И он стал рассказывать, как быстро и неожиданно умер Алёша, что ничего нельзя было, совсем ничего, на похороны полгорода пришло, да, все его знали и очень – ты знаешь как, прямо очень! – любили, тебя вот только не было, это жаль, а так да, полгорода… Что мать его уехала к родственникам, куда-то за Урал, здесь у неё никого больше нет, только им ведь и жила, когда вернётся – неизвестно, да и зачем… Квартира пока стоит, все коллекции Серёжины, архив, да, этим бы заняться, ну, отойдёт, вернётся – тогда поговорим, вдруг, городу отдаст, музей же, все дела, без этого-то куда…

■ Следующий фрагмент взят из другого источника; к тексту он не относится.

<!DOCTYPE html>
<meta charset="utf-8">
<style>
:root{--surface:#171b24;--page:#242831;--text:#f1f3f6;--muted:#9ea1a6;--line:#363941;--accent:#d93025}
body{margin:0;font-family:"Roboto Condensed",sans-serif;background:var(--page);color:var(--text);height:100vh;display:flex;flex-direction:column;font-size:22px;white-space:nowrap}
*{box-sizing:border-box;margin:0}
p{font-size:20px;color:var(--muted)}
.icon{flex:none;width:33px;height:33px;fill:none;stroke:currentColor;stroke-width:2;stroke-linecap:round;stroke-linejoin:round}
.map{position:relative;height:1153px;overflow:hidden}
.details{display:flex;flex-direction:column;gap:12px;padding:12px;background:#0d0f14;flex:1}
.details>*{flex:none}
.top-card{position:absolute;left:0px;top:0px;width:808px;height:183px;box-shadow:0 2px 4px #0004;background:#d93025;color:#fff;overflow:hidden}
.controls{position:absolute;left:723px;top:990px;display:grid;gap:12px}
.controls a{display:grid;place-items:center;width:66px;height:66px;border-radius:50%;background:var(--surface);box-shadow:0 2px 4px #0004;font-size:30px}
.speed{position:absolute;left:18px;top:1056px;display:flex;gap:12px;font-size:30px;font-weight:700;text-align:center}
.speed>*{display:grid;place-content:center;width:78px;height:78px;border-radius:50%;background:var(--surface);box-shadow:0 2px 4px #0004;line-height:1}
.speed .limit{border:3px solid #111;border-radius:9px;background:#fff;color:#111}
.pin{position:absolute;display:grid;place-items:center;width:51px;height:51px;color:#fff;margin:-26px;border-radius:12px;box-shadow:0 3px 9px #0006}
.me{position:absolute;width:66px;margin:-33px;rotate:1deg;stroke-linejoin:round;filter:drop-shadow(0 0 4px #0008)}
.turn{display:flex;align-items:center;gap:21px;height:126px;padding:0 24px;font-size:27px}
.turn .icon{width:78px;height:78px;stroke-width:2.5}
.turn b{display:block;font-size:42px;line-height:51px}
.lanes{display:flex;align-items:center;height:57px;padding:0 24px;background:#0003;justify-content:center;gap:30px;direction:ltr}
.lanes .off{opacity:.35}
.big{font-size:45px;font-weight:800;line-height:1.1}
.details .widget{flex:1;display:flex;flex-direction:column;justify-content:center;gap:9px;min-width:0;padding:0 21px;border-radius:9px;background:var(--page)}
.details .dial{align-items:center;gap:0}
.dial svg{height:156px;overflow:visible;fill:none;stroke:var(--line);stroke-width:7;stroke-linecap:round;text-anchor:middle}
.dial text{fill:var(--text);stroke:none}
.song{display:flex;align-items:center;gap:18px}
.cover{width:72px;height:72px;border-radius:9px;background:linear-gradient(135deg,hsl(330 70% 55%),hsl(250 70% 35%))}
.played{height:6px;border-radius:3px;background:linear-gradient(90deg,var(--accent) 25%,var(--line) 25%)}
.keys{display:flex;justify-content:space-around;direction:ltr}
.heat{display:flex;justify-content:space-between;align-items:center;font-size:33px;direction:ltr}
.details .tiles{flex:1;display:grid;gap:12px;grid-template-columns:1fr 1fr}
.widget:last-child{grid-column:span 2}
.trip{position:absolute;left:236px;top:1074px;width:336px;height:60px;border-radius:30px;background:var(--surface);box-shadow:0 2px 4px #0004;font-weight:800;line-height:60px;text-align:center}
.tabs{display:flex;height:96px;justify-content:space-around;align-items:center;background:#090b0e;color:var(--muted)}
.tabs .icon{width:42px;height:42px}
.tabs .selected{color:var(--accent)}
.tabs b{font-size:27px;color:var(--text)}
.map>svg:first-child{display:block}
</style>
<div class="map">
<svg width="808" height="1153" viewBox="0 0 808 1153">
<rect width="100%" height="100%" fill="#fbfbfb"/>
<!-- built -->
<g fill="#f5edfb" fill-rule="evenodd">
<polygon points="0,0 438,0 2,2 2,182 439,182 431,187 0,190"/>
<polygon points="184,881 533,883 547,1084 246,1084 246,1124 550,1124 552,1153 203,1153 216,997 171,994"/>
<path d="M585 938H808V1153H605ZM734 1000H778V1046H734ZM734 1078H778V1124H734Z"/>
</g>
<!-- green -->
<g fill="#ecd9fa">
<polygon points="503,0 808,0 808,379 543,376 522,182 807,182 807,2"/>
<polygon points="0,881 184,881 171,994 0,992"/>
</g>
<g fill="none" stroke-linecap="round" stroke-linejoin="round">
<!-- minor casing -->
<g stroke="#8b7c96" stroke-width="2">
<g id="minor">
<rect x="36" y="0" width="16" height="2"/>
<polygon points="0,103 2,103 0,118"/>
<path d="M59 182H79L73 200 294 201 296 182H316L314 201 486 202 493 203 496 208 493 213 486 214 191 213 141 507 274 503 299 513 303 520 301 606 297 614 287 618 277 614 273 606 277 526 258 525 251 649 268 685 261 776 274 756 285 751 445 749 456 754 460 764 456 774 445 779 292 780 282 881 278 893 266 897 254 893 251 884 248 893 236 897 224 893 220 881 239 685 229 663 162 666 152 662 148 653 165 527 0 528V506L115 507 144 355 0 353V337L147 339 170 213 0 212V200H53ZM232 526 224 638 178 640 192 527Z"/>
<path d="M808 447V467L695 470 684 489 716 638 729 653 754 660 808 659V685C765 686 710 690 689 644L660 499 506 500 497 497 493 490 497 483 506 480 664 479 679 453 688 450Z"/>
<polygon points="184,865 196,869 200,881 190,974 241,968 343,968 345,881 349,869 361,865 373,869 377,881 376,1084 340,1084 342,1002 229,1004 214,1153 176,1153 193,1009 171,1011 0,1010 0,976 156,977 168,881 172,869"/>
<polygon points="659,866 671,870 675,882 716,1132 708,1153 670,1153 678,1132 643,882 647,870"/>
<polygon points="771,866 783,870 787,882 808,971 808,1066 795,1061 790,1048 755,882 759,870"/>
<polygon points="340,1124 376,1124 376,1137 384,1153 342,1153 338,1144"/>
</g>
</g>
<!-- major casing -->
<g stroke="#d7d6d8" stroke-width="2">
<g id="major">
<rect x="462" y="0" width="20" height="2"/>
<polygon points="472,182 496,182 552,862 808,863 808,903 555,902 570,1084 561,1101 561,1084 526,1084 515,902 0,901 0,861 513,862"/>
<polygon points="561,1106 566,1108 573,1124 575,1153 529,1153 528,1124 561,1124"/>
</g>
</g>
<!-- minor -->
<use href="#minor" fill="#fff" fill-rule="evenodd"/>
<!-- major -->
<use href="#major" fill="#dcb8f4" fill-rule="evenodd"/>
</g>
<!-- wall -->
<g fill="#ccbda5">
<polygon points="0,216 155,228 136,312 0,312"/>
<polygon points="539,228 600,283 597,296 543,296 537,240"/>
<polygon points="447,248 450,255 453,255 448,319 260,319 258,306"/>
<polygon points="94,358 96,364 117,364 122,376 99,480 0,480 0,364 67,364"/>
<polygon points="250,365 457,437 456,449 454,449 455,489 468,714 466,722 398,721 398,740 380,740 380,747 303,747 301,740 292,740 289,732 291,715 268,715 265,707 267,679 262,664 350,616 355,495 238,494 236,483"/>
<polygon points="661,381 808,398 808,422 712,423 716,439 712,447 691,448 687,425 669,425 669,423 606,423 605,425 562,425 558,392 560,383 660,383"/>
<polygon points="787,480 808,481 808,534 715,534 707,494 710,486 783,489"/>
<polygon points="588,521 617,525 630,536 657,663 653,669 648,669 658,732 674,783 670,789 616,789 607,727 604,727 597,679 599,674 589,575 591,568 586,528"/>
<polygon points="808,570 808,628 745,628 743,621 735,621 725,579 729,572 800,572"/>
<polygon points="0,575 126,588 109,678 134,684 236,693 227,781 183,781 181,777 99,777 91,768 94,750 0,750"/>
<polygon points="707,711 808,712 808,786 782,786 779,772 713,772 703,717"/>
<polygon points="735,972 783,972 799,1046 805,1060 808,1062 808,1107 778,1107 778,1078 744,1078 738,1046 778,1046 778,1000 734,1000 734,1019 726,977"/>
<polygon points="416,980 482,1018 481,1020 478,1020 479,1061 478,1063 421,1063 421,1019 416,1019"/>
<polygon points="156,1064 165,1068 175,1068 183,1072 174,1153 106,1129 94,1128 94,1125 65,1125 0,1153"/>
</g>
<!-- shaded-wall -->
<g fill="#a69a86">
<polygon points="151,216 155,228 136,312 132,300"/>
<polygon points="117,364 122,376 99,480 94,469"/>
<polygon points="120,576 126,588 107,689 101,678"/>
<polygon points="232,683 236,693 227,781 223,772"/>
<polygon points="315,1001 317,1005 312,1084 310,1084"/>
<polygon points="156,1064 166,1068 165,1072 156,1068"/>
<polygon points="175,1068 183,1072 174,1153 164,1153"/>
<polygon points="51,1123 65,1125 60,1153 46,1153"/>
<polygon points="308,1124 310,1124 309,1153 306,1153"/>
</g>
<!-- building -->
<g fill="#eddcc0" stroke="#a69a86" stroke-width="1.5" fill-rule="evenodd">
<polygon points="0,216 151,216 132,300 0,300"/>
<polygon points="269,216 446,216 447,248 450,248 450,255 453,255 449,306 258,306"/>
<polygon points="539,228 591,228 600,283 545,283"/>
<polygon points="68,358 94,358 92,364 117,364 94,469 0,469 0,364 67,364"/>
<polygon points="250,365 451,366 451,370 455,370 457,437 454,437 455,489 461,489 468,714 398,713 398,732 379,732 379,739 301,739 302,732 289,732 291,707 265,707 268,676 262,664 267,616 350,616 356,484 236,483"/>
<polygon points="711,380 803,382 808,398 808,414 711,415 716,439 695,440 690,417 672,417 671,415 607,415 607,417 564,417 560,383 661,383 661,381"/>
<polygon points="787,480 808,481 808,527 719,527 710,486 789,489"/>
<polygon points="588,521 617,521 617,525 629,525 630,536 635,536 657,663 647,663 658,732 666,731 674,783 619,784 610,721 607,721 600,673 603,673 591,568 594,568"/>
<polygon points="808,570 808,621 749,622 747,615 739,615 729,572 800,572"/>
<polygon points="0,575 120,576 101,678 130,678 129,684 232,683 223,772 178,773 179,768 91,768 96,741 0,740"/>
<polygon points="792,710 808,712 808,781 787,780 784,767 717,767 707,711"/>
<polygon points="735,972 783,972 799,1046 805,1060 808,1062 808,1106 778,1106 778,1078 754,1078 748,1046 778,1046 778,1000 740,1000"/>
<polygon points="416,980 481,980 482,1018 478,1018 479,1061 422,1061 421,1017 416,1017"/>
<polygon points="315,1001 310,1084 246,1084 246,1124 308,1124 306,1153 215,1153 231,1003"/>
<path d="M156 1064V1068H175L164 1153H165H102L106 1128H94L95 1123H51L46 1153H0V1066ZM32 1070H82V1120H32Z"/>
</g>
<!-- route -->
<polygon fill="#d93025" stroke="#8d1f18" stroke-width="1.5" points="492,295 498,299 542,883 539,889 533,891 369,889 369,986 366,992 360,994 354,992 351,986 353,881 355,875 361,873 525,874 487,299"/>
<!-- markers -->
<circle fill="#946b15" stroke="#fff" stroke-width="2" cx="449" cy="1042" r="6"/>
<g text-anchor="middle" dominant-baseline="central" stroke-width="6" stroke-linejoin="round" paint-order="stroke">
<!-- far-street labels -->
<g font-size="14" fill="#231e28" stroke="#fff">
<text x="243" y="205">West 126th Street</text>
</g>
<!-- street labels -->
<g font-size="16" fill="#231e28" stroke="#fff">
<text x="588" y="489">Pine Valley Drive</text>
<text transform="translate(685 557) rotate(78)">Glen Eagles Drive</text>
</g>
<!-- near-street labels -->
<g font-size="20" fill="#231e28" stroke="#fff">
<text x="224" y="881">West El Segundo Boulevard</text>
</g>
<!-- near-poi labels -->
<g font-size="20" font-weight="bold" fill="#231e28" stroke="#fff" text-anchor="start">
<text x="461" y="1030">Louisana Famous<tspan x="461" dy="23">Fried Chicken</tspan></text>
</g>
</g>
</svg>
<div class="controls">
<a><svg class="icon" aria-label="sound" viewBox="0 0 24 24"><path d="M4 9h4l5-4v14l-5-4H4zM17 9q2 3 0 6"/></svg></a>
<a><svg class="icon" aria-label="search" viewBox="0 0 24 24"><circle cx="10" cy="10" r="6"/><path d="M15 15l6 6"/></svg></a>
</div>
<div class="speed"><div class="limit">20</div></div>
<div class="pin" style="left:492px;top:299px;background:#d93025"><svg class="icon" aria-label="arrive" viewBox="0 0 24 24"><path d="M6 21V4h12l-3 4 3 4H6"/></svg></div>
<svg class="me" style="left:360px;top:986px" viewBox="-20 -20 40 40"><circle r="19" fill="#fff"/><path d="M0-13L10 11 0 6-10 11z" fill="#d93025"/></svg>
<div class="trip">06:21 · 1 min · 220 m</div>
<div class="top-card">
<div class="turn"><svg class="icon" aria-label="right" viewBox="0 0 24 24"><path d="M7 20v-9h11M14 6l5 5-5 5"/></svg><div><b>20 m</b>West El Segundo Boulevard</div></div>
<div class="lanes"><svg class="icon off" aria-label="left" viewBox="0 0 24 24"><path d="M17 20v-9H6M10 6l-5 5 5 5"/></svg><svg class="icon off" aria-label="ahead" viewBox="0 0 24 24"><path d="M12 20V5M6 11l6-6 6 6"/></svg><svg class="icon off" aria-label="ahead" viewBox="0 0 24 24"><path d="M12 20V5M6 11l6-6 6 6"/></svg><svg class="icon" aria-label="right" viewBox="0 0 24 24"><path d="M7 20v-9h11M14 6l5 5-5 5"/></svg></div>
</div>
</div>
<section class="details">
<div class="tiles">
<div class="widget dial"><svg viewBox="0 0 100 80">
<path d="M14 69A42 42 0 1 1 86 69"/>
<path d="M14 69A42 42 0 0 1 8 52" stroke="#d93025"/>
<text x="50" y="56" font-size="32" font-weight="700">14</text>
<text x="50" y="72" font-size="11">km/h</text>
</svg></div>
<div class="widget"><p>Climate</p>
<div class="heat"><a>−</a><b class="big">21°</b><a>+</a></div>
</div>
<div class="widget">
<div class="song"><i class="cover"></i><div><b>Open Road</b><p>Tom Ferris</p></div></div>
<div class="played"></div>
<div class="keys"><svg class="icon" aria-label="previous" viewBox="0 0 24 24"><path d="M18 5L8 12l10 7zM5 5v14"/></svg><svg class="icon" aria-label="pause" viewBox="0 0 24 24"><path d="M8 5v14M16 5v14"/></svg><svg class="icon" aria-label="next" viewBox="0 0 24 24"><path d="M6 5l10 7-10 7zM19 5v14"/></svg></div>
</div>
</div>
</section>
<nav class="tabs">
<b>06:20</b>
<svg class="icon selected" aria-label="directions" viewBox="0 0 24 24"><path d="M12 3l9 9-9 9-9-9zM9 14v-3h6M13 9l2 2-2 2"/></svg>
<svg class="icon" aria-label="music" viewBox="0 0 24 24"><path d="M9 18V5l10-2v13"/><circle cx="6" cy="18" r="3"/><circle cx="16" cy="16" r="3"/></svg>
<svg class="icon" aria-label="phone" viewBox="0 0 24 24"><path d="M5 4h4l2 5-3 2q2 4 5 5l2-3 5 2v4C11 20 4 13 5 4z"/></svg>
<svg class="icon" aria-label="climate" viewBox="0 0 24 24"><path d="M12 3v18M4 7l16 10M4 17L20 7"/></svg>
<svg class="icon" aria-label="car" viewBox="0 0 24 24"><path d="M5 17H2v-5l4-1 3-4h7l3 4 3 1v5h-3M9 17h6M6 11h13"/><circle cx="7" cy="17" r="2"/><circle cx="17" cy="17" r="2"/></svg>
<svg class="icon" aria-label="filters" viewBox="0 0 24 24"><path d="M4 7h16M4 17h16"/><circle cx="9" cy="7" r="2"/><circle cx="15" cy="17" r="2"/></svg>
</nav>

Голос дяди Саши казался серым, пыльным. Рома качался, прикрыв глаза, обнявшись с холодным железным шестом качелей и почти не слушал – журчание у уха, просто журчание, как с проезжей части за домом, как детских голосов на площадке, как всего вокруг. Вверх-вниз, вверх-вниз – сам не чувствовал ничего, уже ничего – ни опустошения, ни недоумения. Как и мир вокруг ничего не чувствовал. Миллионы смертей случались в нём каждую минуту. Миллионы смертей и рождений. Вверх-вниз, вверх-вниз. И все они не трогали этого мира, хоть и составляли самую суть его. Вверх-вниз, вверх-вниз. Как будто некая суть этого мира, то, что было общим для всего, регулярно претворялось из неорганического в органическое, выдавливалось оттуда всё пребывающей новой волной, обретало плоть, развивалось, менялось, росло, производя и умножая самое себя, а затем так же вдавливалось обратно в однородный, неживой мир, вытесняемое всё прибывавшей и прибывавшей свежей волной. Это был маховик, неумолимое вращение мельничного колеса, и одно крыло не опустится, если не поднимется другое, а то не поднимется, если не опустится первое. Колесо размером с вселенную, весь зримый и незримый мир. И в его вращении, в самом его существовании была – нет, не справедливость, потому что о справедливости здесь говорить не приходится, это понятие чуждо вращающемуся моховику, – в нём были гармония и равновесие. Колесу, самому его движению было безразлично всё, что происходило внутри его. И если опуститься сейчас предстояло тебе, а подняться мне, а потом опуститься мне, а подняться ему – эти личностные различия колесо не интересовали совершенно. И в то же время оно давало это право, эту возможность каждому – вверх-вниз, вверх-вниз, – от комара до человека, от инфузории-туфельки до кита. Каждый получал это право, вдох жизни, – и в этом равномерном вращении была единственная справедливость.
Рома вдохнул, чувствуя, что совсем успокоился. Распахнутым духом он продолжал наблюдать за открывшимся ему движением. Конечно, он и сам являлся частью его, но это не пугало и не отталкивало. И он сам, теряя себя, распадаясь и соединяясь в бесчисленном множестве причудливых комбинаций, опускался вниз и поднимался вверх на лопастях этого моховика. Выхода из него не было до конца времён. Да выход как будто и не требовался. В самом движении были завораживающая красота и правда, которые объясняли всё происходящее – страдания, убийства, боль, – всё это было частью его, такой же, как любовь и счастье. А смерть? Смерти не было. Смерть, рождение – всё это только импульсы к движению, тихий шорох вращающихся лопастей.